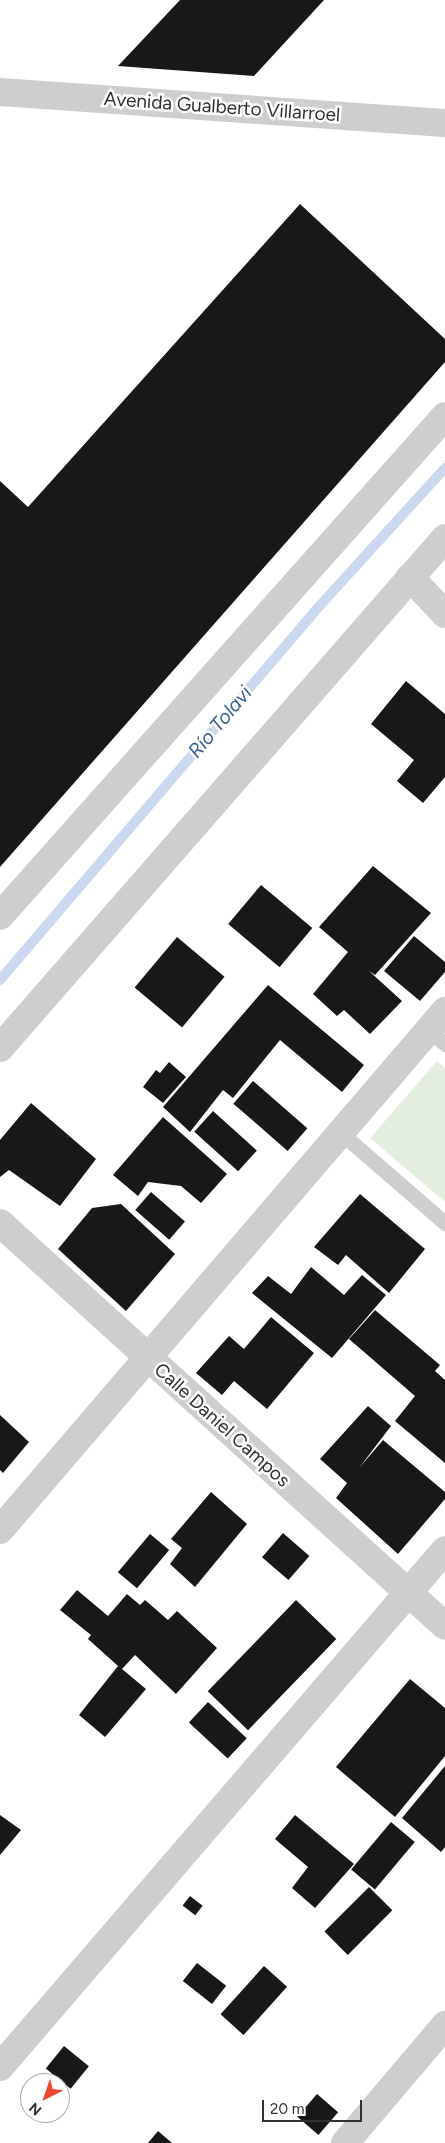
<!DOCTYPE html>
<meta charset="utf-8">
<style>
body{margin:0}
#map{position:relative;width:445px;height:2143px;overflow:hidden;background:#fff;font-family:Figtree,sans-serif}
div>[style]{position:absolute}
.green>*{inset:0;background:#e4eedf}
.stream>*{height:10px;margin:-5px;padding:0 5px;transform-origin:5px;border-radius:5px;background:#cbd9ee}
.building>*{inset:0;background:#181818;transform-origin:0 0}
.service>*{height:15px;margin:-7.5px;padding:0 7.5px;transform-origin:7.5px;border-radius:7.5px;background:#cecece}
.minor>*{height:28px;margin:-14px;padding:0 14px;transform-origin:14px;border-radius:14px;background:#cecece}
span{translate:-50% -50%;white-space:nowrap;text-align:center;line-height:1.15;-webkit-text-stroke:5px #fff;paint-order:stroke}
.street-label{font-size:19px;color:#313131}
.water-label{font-size:20px;color:#3b6096;font-style:italic}
.north{position:absolute;left:20px;top:2073px;width:50px;height:50px;box-sizing:border-box;background:#fff;border:1px solid #adadad;border-radius:50%;rotate:221deg;font-size:14px;font-weight:700;line-height:20px;text-align:center;color:#313131}
.north::after{content:'';display:block;margin:auto;width:18px;height:22px;background:#ea4930;clip-path:polygon(50% 0,100% 100%,50% 72%,0 100%)}
.scale{position:absolute;left:262px;top:2100px;width:100px;height:22px;box-sizing:border-box;border:2px solid #313131;border-top:0;padding-left:6px;font-size:15px;line-height:18px;white-space:nowrap;color:#313131;-webkit-text-stroke:4px #fff;paint-order:stroke}
</style>
<div id="map">
<div class="green">
<div style="clip-path:polygon(437px 1061px,445px 1068px,445px 1202px,370px 1138px)"></div>
</div>
<div class="stream">
<div style="left:0;top:980px;width:484px;rotate:-49.5deg"></div>
<div style="left:314px;top:612px;width:195px;rotate:-47.7deg"></div>
</div>
<div class="building">
<div style="clip-path:polygon(180px 0,324px 0,254px 76px,118px 66px)"></div>
<div style="clip-path:polygon(300px 204px,445px 339px,445px 362px,0 867px,0 481px,28px 507px)"></div>
<div style="clip-path:polygon(406px 681px,445px 714px,445px 777px,423px 803px,397px 781px,414px 760px,371px 724px)"></div>
<div style="clip-path:polygon(373px 866px,431px 913px,375px 975px,369px 971px,402px 1001px,370px 1034px,344px 1010px,337px 1016px,313px 994px,348px 952px,319px 927px)"></div>
<div style="left:261px;top:885px;width:67px;height:51px;rotate:40deg"></div>
<div style="clip-path:polygon(414px 936px,445px 962px,445px 972px,420px 1001px,384px 971px)"></div>
<div style="left:177px;top:937px;width:62px;height:66px;rotate:40deg"></div>
<div style="clip-path:polygon(268px 985px,364px 1065px,342px 1092px,280px 1040px,233px 1098px,223px 1090px,190px 1132px,163px 1107px)"></div>
<div style="clip-path:polygon(169px 1062px,186px 1077px,163px 1103px,143px 1087px,156px 1070px,160px 1073px)"></div>
<div style="left:253px;top:1081px;width:72px;height:30px;rotate:41deg"></div>
<div style="clip-path:polygon(31px 1103px,96px 1159px,60px 1206px,9px 1170px,0 1177px,0 1140px)"></div>
<div style="left:213px;top:1111px;width:59px;height:28px;rotate:42deg"></div>
<div style="clip-path:polygon(163px 1117px,227px 1174px,201px 1203px,181px 1186px,148px 1182px,138px 1196px,113px 1175px)"></div>
<div style="left:151px;top:1192px;width:45px;height:24px;rotate:41deg"></div>
<div style="clip-path:polygon(360px 1194px,425px 1249px,389px 1293px,346px 1255px,338px 1265px,314px 1247px)"></div>
<div style="clip-path:polygon(121px 1204px,175px 1254px,126px 1311px,58px 1249px,92px 1208px)"></div>
<div style="clip-path:polygon(311px 1267px,344px 1295px,362px 1275px,386px 1295px,332px 1358px,252px 1293px,268px 1276px,291px 1294px)"></div>
<div style="clip-path:polygon(375px 1310px,440px 1365px,435px 1371px,445px 1380px,445px 1463px,395px 1421px,415px 1396px,349px 1339px)"></div>
<div style="clip-path:polygon(271px 1317px,314px 1353px,267px 1409px,234px 1381px,222px 1395px,196px 1373px,229px 1336px,244px 1349px)"></div>
<div style="clip-path:polygon(368px 1406px,391px 1426px,359px 1468px,383px 1440px,445px 1492px,445px 1499px,398px 1554px,336px 1498px,347px 1483px,320px 1459px)"></div>
<div style="clip-path:polygon(0 1415px,29px 1442px,3px 1473px,0 1470px)"></div>
<div style="clip-path:polygon(211px 1492px,247px 1524px,195px 1587px,170px 1564px,182px 1548px,171px 1539px)"></div>
<div style="left:283px;top:1533px;width:35px;height:32px;rotate:41deg"></div>
<div style="left:150px;top:1534px;width:25px;height:50px;rotate:40deg"></div>
<div style="clip-path:polygon(77px 1590px,108px 1616px,127px 1594px,140px 1605px,145px 1600px,168px 1620px,177px 1611px,217px 1648px,176px 1694px,135px 1655px,122px 1669px,146px 1689px,105px 1737px,79px 1715px,118px 1666px,88px 1639px,91px 1635px,60px 1610px)"></div>
<div style="left:296px;top:1600px;width:56px;height:127px;rotate:44deg"></div>
<div style="clip-path:polygon(410px 1679px,445px 1708px,445px 1756px,395px 1817px,336px 1767px)"></div>
<div style="left:208px;top:1702px;width:53px;height:28px;rotate:43deg"></div>
<div style="clip-path:polygon(445px 1766px,445px 1847px,441px 1852px,402px 1818px)"></div>
<div style="clip-path:polygon(0 1815px,21px 1830px,0 1855px)"></div>
<div style="clip-path:polygon(295px 1815px,354px 1864px,315px 1908px,292px 1888px,308px 1867px,275px 1839px)"></div>
<div style="left:391px;top:1822px;width:31px;height:62px;rotate:40deg"></div>
<div style="left:369px;top:1887px;width:33px;height:63px;rotate:45deg"></div>
<div style="left:190px;top:1896px;width:16px;height:12px;rotate:38deg"></div>
<div style="left:197px;top:1963px;width:37px;height:23px;rotate:38deg"></div>
<div style="left:264px;top:1966px;width:31px;height:65px;rotate:42deg"></div>
<div style="left:64px;top:2046px;width:32px;height:29px;rotate:39deg"></div>
<div style="left:317px;top:2094px;width:28px;height:30px;rotate:41deg"></div>
<div style="clip-path:polygon(158px 2131px,172px 2143px,148px 2143px)"></div>
</div>
<div class="service">
<div style="left:429px;top:1031px;width:21px;rotate:39deg"></div>
<div style="left:341px;top:1133px;width:138px;rotate:40.9deg"></div>
</div>
<div class="minor">
<div style="left:0;top:92px;width:446px;rotate:4deg"></div>
<div style="left:410px;top:577px;width:51px;rotate:46.6deg"></div>
<div style="left:0;top:916px;width:669px;rotate:-48.33deg"></div>
<div style="left:0;top:1048px;width:677px;rotate:-48.89deg"></div>
<div style="left:0;top:1223px;width:600px;rotate:42.16deg"></div>
<div style="left:0;top:1530px;width:684px;rotate:-49.39deg"></div>
<div style="left:0;top:2067px;width:682px;rotate:-49.28deg"></div>
<div style="left:345px;top:2143px;width:155px;rotate:-49.7deg"></div>
</div>
<div class="street-label">
<span style="left:222px;top:107px;rotate:4deg">Avenida Gualberto Villarroel</span>
<span style="left:222px;top:1425px;rotate:42deg">Calle Daniel Campos</span>
</div>
<div class="water-label">
<span style="left:220px;top:722px;rotate:-50deg">Río Tolavi</span>
</div>
<div class="north">N</div>
<div class="scale">20 m</div>
</div>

------------------------------------

Report how many lines of the entries above contain "absolute", and give no other output.

**RESPONSE**
3